M-Sport podría ampliar horizontes. Según MaxRally, la estructura de Malcom Wilson estaría planteándose organizar una copa monomarca con su nueva estrella, el Ford Fiesta R5, dentro del World Rally Car. Se trataría algo parecido un sistema de incentivos, de apoyo por parte de la escuadra para fomentar el crecimiento de ventas del modelo. La idea incluiría que dichos automóviles puntuasen además, en la segunda división del Mundial, el WRC2. El premio final sería que el piloto pudiese realizar una carrera con un Fiesta de máximo nivel y categoría en una prueba del mayor certamen de rallys del planeta.
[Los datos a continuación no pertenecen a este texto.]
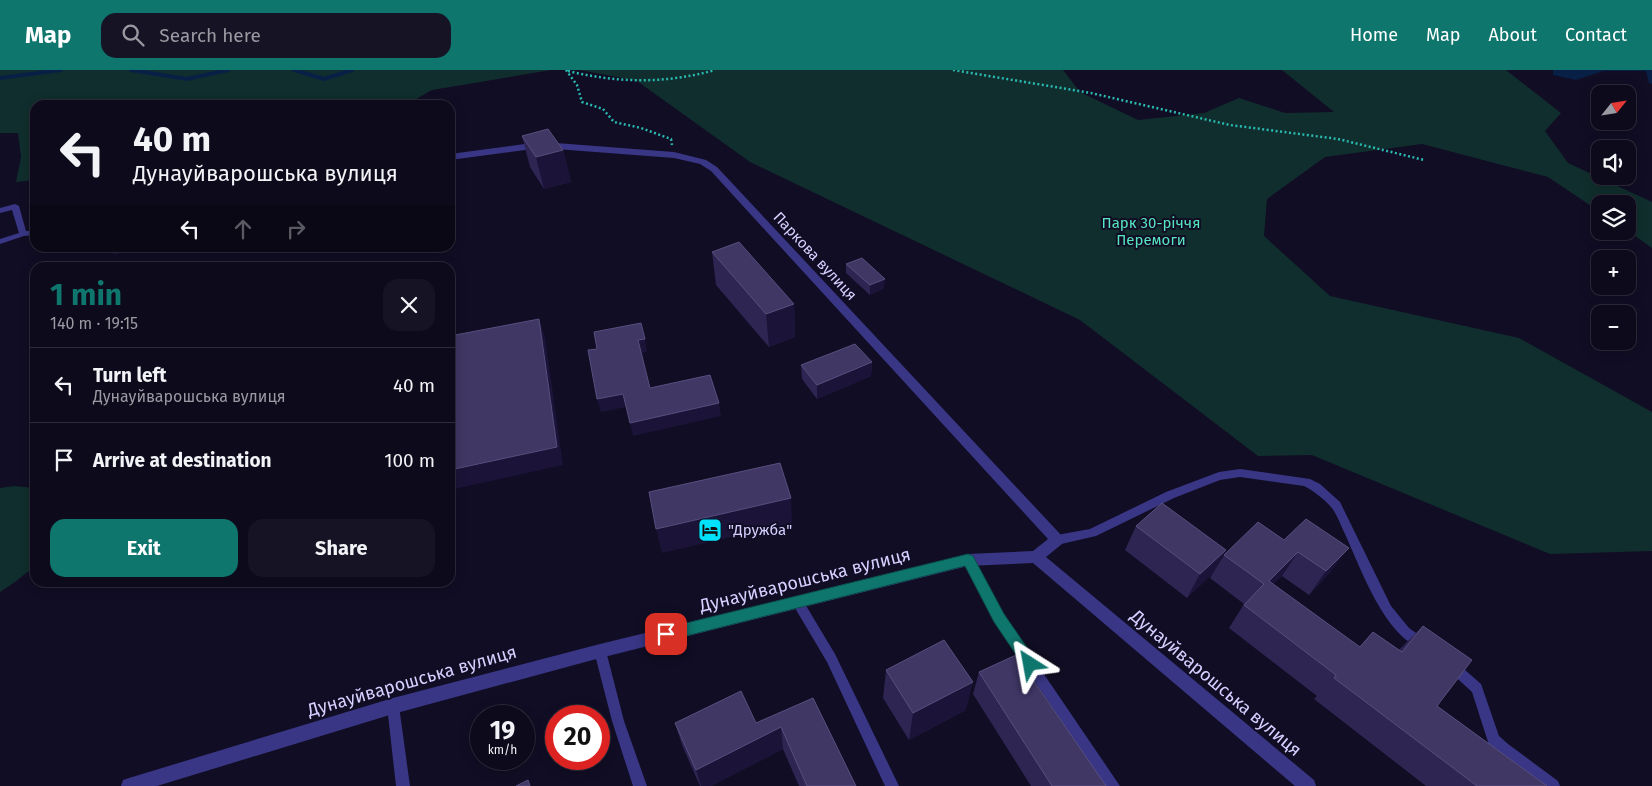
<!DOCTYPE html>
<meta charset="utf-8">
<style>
:root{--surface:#0d0a1b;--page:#161324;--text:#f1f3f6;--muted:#9a9aa3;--line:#2d2b3a;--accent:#0f766e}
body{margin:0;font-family:"Fira Sans",sans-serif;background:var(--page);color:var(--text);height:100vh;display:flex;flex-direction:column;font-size:19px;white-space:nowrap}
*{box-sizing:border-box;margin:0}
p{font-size:16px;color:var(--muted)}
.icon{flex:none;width:28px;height:28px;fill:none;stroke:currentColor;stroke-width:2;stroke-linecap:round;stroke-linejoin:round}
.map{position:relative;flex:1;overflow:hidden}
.sheet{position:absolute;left:30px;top:192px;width:425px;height:325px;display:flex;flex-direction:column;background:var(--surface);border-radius:15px;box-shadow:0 2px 12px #0003,0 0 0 1px var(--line)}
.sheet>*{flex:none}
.banner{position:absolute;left:30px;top:30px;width:425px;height:152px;border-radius:15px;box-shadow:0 2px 12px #0003,0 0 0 1px var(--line);background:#0d0a1b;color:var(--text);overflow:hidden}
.needle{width:32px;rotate:60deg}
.buttons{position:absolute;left:1591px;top:15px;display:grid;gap:10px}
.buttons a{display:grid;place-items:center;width:45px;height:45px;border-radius:10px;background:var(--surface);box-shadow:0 2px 12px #0003,0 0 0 1px var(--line);font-size:25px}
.speed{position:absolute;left:470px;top:635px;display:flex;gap:10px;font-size:25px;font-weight:700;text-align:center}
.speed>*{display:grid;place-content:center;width:65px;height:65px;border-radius:50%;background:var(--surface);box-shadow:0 2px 12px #0003,0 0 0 1px var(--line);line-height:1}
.speed small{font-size:12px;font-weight:400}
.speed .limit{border:8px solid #d22;background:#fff;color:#111}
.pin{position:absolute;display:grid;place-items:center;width:42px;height:42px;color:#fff;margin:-21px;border-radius:10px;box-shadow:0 2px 8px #0006}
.me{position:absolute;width:55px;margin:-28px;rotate:326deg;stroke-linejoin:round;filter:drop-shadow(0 0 4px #0008)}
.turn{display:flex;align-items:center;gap:18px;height:105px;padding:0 20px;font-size:22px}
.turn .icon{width:65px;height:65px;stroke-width:2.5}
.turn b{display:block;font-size:35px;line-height:42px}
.lanes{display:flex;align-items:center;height:48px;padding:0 20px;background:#0003;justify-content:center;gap:25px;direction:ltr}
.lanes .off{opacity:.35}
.round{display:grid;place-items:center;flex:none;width:52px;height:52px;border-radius:15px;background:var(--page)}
.head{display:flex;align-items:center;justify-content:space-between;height:85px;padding:0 20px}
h1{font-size:30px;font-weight:700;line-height:38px;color:var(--accent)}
.cta{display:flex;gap:10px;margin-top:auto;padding:10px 20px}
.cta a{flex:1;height:58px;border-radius:15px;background:var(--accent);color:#fff;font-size:20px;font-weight:700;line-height:58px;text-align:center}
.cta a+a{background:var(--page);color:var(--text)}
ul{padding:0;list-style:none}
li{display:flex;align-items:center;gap:15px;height:75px;padding:0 20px;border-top:1px solid var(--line)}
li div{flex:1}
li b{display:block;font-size:19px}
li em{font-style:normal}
header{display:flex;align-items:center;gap:30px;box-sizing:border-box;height:70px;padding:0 25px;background:var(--accent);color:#fff}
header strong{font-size:24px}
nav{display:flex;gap:28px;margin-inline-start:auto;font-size:18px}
.search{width:350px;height:45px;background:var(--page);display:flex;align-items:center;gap:12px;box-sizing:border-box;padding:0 18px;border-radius:15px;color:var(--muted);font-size:19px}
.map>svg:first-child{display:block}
.green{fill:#102e2d}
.water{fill:#092046}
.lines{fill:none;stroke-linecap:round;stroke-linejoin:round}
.stream{stroke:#092046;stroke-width:4}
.path{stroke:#29bab1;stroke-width:2.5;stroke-dasharray:2 2.5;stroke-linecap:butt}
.lane{fill:#393685;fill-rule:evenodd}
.street{fill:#393685;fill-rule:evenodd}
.wall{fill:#2e2553}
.shaded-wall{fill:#1b1438}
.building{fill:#403765;stroke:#574f7e}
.route{fill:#0f766e;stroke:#0a4d48}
.labels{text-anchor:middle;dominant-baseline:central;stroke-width:4;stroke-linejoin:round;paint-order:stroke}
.park-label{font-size:15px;fill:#56e5c1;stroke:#110d24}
.street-label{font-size:15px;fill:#d5d0ff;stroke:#110d24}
.poi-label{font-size:15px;fill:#d5d0ff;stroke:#110d24;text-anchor:start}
.near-street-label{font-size:18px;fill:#d5d0ff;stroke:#110d24}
</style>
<header>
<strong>Map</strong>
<div class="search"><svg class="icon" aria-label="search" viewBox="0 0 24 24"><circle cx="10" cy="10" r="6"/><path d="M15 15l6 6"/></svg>Search here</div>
<nav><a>Home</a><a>Map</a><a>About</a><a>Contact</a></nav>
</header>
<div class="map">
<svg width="1652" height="716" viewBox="0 0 1652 716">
<rect width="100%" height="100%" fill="#110d24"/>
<path class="green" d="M0,0H551L432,20L406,35H35V110L16,112L21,87L18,63H0Z
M580,0H1063L1080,22L1138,50L1204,43L1239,28L1285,43L1334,42L1282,0H1506L1561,43L1545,61L1568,93L1652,132V178L1628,161V134H1600V142L1548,107L1422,74L1325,87L1267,129L1264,166L1330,226L1519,268L1652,342V481L1550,484L1312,385L1258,386L1080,250L750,92L637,11Z
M14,416L35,418V496L15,512L0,522V418Z"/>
<path class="water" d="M1553,0H1652V14L1649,13L1646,1H1603L1576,10L1553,5Z"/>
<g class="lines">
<path class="stream" d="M131,0L187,9L228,0
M294,0L324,9L352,0
M0,8L61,0"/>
<path class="path" d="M566,0L577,15L582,32L603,39L614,52L641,58L671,69L672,75
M953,0L1091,23L1230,55L1338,69L1424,90
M568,1C618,13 665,14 715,0"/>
<path class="lane" d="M15,134L19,136L26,161H35V165L24,166L0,174V169L19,163L12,140L0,143V138Z
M1240,399L1310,409L1320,414L1340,432L1391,536L1409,558L1426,570L1428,574L1426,578L1422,579C1384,565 1361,499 1345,464C1341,456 1337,444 1331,437C1324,429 1314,421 1304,416L1240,407L1220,410L1174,428L1096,466L1057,475L1053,473L1051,470L1053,467L1057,465L1090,459L1166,422L1219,402Z
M968,485L972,487L1003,544L1120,716H1105L995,552L962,490L964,487Z
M798,528L802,529L835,584L899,716H885L827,592L792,533L794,529Z
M600,575L604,577L606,581L624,651L647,716H633L612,651L594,581L596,577Z
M1452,590L1456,592L1481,614L1499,666L1508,674L1558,711L1560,716H1542L1498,684L1489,675L1472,622L1448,600L1446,596L1448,592Z
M393,630L398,632L399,636L410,716H396L387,636L388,632Z"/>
<path class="street" d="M556,73L674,82L706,90L717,97L1062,466L1064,470L1062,474L1046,487L1314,710L1316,716H1295L1033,493L968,496L600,588L393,644L157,716H121L123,710L129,708L393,628L600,574L968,484L1033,481L1048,469L711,101L700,94L674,88L556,79L525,80L450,90V84L525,74Z"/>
</g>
<path class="wall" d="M522,66L563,80L571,112L544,119L530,97Z
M712,182L794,234L795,267L769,277L716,215Z
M846,194L884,218L870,225L846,203Z
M872,292L871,306L817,329L802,309L801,295Z
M1136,456L1226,480L1212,504L1187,528L1125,480Z
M1284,470L1331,501L1309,525L1282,506L1273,514L1359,577L1373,562L1399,580L1423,556L1437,636L1547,716H1426L1314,629L1317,626L1229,558L1244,534L1210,508L1224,485Z
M886,600L966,640L909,670L883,628Z
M979,602L1106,716H1031L973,624Z
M813,628L856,716H799L783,679L711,716H700L682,675L675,653H756Z"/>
<path class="shaded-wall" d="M563,80L571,112L544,119L536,87Z
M108,178H135L114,185Z
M885,209L884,218L870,225V215Z
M794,234L795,267L769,277L766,244Z
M539,249L545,267L563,395L450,420V400Z
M645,269L647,282L641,283L638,270Z
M872,292L871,306L817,329V315Z
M623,324L626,337L601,342L597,329Z
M719,333L721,346L633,366L630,353Z
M791,428L792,453L662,483L656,459Z
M1349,478L1331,501L1309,525L1326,501Z
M1226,480L1212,504L1187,528L1200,504Z
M1298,482L1282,506L1253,534L1269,511Z
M973,612L966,640L909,670L913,643Z
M781,657L783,679L711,716H701L696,700Z"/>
<path class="building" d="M548,59L563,80L536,87L522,66Z
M739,172L794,234L766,244L712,182Z
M862,188L885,209L870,215L846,194Z
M539,249L557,377L450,400V266Z
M641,253L645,269L638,270L650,318L710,305L719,333L630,353L623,324L597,329L588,280L597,279L594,262Z
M855,274L872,292L817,315L801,295Z
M780,393L791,428L656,459L649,422Z
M1162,433L1226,480L1200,504L1136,456Z
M1306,449L1349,478L1326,501L1298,482L1269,511L1360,577L1373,562L1402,582L1423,556L1472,590L1437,636L1547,716H1477L1334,608L1336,605L1244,535L1264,514L1224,485L1258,452L1284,470Z
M944,570L973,612L913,643L886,600Z
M1016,585L1106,716H1052L979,602Z
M741,621L756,653L813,628L856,716H807L781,657L696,700L675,653Z
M528,710L530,716H516Z"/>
<path class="route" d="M968,484L973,486L1004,544L1035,589L1037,594L1035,598L1030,600L1025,598L994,552L965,496L666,571L662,569L660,564L662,560L666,558Z"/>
<defs>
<g id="hotel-square" transform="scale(1.25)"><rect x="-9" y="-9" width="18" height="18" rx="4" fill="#00e2fb" stroke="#110d24"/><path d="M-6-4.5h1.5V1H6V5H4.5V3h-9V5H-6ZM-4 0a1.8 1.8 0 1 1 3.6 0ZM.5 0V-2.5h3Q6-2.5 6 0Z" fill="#111"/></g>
</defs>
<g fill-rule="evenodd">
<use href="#hotel-square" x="710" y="460"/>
</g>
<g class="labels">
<g class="park-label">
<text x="1151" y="153">Парк 30-річчя<tspan x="1151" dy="17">Перемоги</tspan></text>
</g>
<g class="street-label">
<text transform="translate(815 186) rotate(47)">Паркова вулиця</text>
</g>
<g class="poi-label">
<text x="728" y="460">"Дружба"</text>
</g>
<g class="near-street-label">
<text transform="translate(805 510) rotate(-14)">Дунауйварошська вулиця</text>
<text transform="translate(412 611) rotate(-16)">Дунауйварошська вулиця</text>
<text transform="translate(1216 613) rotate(40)">Дунауйварошська вулиця</text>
</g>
</g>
</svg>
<div class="buttons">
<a><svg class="needle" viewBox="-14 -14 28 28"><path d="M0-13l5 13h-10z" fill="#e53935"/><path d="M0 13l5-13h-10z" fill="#9a9aa3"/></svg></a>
<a><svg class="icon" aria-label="sound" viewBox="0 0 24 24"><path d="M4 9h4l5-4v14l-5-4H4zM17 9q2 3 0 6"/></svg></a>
<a><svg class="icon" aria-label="layers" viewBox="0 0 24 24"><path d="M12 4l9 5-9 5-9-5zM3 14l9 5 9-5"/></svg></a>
<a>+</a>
<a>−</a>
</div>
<div class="speed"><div>19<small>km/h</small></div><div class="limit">20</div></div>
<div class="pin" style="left:666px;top:564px;background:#d93025"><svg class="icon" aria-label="arrive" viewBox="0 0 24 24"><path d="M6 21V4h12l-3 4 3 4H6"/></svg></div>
<svg class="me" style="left:1030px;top:594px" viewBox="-20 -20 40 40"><path d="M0-17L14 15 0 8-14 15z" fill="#0f766e" stroke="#fff" stroke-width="4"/></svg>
<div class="banner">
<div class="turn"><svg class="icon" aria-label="left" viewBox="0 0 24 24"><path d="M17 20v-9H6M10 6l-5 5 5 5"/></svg><div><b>40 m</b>Дунауйварошська вулиця</div></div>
<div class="lanes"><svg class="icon" aria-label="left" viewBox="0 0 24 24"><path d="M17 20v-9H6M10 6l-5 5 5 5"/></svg><svg class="icon off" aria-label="ahead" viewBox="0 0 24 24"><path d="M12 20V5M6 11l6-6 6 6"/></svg><svg class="icon off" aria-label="right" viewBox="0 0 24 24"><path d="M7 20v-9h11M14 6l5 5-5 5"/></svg></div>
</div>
<section class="sheet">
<div class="head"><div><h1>1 min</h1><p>140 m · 19:15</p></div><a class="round"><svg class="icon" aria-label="close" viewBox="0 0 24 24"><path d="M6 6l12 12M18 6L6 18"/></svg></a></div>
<ul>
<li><svg class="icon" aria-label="left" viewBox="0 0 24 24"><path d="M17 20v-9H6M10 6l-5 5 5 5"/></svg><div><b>Turn left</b><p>Дунауйварошська вулиця</p></div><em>40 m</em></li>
<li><svg class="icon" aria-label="arrive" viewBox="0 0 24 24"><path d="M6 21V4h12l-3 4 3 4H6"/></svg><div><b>Arrive at destination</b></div><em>100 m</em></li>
</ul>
<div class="cta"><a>Exit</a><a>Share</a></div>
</section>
</div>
El Ford Fiesta R5 ha resultado ser un filón en lo que a ventas se refiere. Su coste, mucho más reducido que el de un WRC, ha permitido que sea un modelo mucho más asequible para equipos de diversos campeonatos diferentes. Además de ser muy competitivo. Sus inicios no han podido ser mejores desde el Rally Ypres, donde un piloto como Thierry Neuville pudo demostrar el potencial real del coche.
De momento, treinta escuadras diferentes de todo el mundo han realizado pedidos del nuevo R5, número que el Wilson espera que se dispare conforme vayan pasando las carreras.